Work instructions - Below are the records; tally the lines in them that include the word "from" and reply with the number alone.
***
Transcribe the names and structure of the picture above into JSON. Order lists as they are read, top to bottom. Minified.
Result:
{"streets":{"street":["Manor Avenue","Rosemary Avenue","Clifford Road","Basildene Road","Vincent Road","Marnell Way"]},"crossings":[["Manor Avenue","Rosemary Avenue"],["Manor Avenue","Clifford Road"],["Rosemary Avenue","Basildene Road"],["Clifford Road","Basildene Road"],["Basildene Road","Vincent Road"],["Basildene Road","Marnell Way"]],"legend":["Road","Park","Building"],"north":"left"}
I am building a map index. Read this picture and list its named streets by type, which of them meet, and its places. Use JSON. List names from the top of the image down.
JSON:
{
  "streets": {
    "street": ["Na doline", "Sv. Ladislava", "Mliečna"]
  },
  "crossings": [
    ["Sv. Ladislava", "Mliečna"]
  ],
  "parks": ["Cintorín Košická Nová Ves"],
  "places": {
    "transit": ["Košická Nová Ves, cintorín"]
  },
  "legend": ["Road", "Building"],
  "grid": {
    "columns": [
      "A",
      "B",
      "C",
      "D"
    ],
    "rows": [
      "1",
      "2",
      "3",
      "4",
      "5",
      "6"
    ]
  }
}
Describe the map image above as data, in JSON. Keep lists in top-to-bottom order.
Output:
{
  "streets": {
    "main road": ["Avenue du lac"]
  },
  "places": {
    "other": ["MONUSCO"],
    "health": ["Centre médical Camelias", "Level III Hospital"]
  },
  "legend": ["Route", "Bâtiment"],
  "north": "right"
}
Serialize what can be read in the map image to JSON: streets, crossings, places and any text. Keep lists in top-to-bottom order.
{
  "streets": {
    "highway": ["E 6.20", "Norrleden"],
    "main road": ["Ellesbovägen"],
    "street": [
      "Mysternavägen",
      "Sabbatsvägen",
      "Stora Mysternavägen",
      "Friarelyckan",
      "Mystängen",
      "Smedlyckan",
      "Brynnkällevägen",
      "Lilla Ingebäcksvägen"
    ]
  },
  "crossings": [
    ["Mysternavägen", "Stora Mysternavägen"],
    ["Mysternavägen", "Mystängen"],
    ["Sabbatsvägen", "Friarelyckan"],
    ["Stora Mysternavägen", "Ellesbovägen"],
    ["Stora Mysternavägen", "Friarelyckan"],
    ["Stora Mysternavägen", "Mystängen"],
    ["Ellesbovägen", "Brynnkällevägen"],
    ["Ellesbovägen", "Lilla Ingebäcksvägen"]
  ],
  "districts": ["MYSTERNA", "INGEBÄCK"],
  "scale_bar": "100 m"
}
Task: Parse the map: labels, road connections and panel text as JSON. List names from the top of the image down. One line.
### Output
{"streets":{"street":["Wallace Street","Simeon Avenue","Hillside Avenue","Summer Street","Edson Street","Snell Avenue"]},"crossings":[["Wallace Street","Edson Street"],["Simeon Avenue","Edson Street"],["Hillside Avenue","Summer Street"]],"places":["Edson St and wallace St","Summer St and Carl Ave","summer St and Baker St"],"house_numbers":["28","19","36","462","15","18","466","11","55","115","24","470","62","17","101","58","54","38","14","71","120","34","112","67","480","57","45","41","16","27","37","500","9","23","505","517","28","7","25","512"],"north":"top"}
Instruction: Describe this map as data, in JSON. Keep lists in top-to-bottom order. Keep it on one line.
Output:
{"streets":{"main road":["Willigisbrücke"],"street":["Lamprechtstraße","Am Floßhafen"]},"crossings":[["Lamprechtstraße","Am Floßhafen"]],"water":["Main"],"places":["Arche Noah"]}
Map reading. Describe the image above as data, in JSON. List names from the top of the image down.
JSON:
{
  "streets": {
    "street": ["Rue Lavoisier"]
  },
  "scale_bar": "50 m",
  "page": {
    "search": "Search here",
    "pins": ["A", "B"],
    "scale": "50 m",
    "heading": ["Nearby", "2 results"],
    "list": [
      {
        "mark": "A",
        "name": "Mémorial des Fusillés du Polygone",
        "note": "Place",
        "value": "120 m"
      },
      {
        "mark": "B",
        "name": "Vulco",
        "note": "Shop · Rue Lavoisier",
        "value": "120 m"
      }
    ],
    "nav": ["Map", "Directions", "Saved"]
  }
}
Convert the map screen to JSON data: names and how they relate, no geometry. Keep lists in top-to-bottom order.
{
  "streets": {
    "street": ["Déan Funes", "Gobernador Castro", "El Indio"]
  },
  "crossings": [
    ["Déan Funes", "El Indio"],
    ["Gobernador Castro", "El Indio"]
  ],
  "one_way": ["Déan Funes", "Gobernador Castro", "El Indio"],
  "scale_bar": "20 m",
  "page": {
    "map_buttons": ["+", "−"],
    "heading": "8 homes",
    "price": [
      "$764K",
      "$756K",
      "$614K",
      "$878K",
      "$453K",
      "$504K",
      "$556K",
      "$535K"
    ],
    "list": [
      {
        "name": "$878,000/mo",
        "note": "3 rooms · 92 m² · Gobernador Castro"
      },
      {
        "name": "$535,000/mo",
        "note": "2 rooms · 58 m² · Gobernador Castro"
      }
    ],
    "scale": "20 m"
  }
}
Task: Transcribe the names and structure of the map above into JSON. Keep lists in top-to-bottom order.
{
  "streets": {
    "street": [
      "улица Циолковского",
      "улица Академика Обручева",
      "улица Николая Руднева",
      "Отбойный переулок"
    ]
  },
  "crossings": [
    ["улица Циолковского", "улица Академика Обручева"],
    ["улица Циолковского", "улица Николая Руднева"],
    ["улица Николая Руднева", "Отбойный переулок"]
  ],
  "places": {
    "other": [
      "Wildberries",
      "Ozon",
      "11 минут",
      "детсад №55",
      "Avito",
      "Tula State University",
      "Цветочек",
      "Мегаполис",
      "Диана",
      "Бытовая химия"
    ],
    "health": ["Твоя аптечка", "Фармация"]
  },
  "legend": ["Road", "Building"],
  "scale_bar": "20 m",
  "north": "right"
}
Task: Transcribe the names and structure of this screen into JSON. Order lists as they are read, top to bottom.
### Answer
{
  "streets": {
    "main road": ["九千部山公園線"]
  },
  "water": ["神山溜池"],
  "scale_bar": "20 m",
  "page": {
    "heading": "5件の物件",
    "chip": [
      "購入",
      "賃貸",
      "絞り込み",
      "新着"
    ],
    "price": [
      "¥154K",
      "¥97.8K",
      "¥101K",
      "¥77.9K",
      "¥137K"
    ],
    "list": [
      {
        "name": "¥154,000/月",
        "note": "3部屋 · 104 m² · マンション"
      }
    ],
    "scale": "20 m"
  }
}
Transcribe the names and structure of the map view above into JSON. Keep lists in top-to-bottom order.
***
Solution to the exercise - 3